Work to be completed — State how many lines in the listing below hold the string "Mary"; nothing else is wanted.

Extracted information —
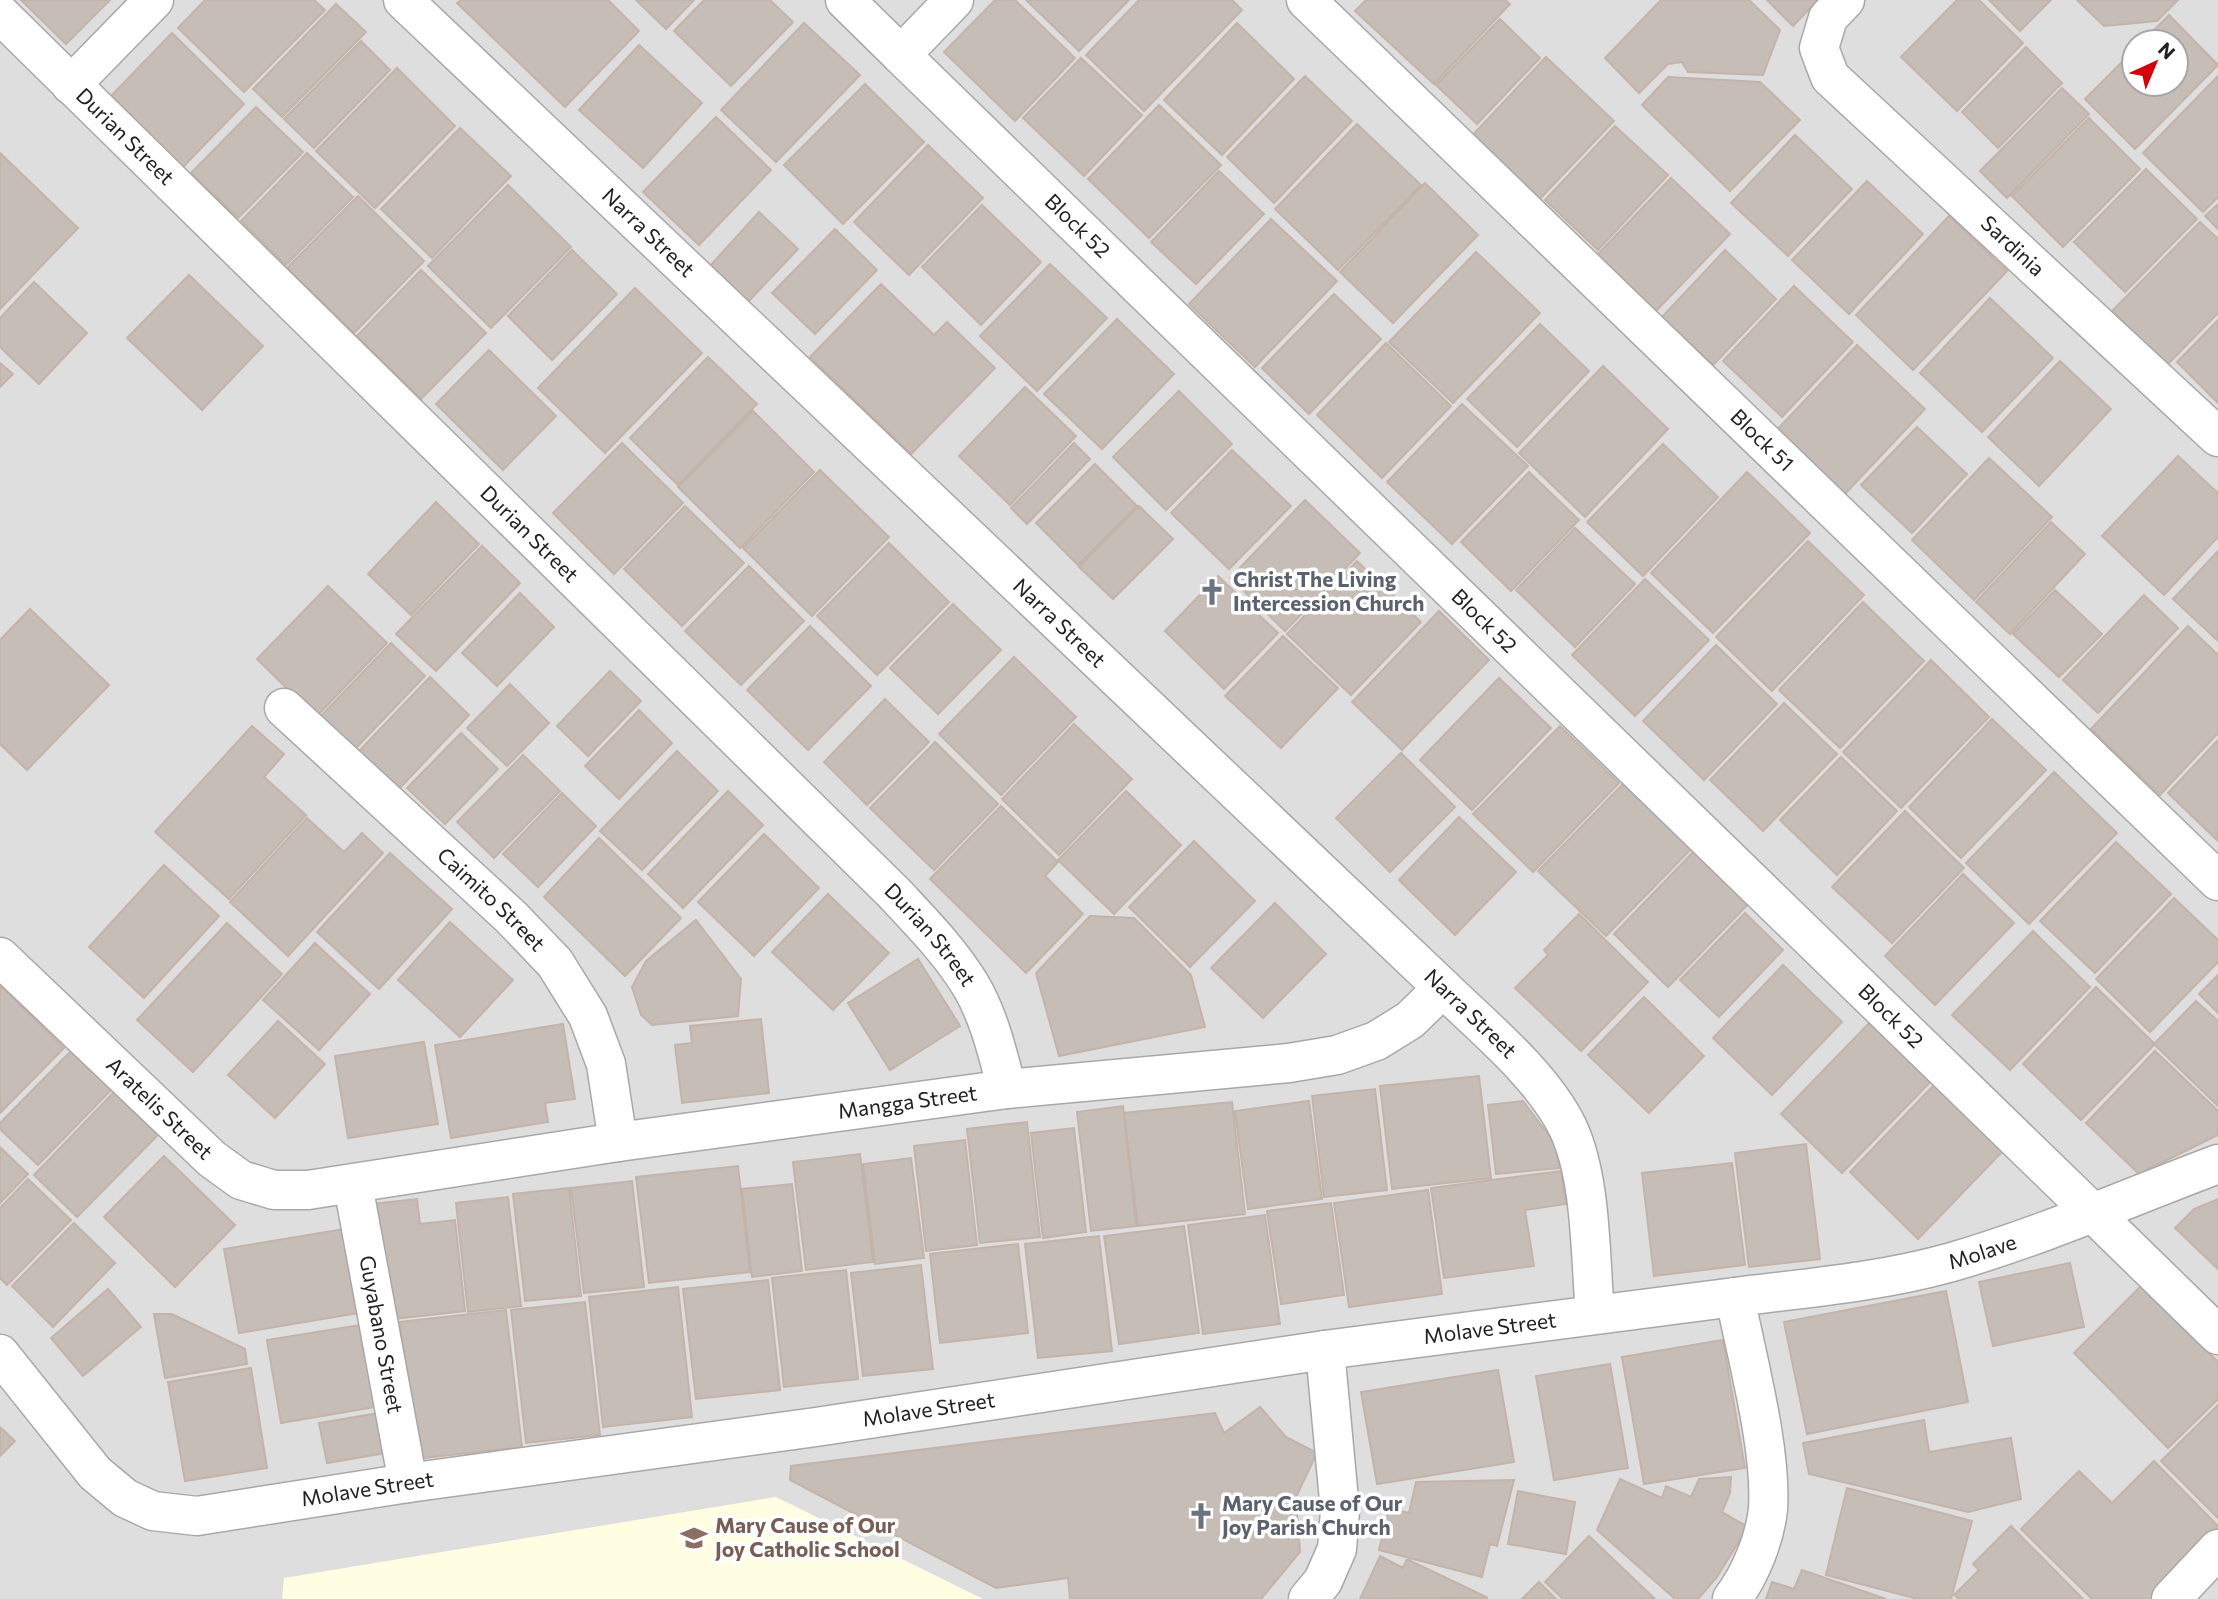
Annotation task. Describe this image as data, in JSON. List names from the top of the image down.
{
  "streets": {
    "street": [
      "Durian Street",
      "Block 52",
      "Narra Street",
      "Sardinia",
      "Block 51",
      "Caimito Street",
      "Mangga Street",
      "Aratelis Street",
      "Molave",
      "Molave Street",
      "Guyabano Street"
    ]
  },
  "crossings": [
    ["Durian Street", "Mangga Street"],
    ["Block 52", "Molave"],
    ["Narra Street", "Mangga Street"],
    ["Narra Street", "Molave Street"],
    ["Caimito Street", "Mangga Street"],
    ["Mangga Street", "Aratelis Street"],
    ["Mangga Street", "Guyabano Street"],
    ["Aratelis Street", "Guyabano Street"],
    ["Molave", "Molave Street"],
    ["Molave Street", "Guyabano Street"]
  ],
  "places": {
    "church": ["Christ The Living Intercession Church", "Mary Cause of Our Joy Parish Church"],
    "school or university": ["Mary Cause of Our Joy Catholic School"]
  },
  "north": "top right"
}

Output of the task — 2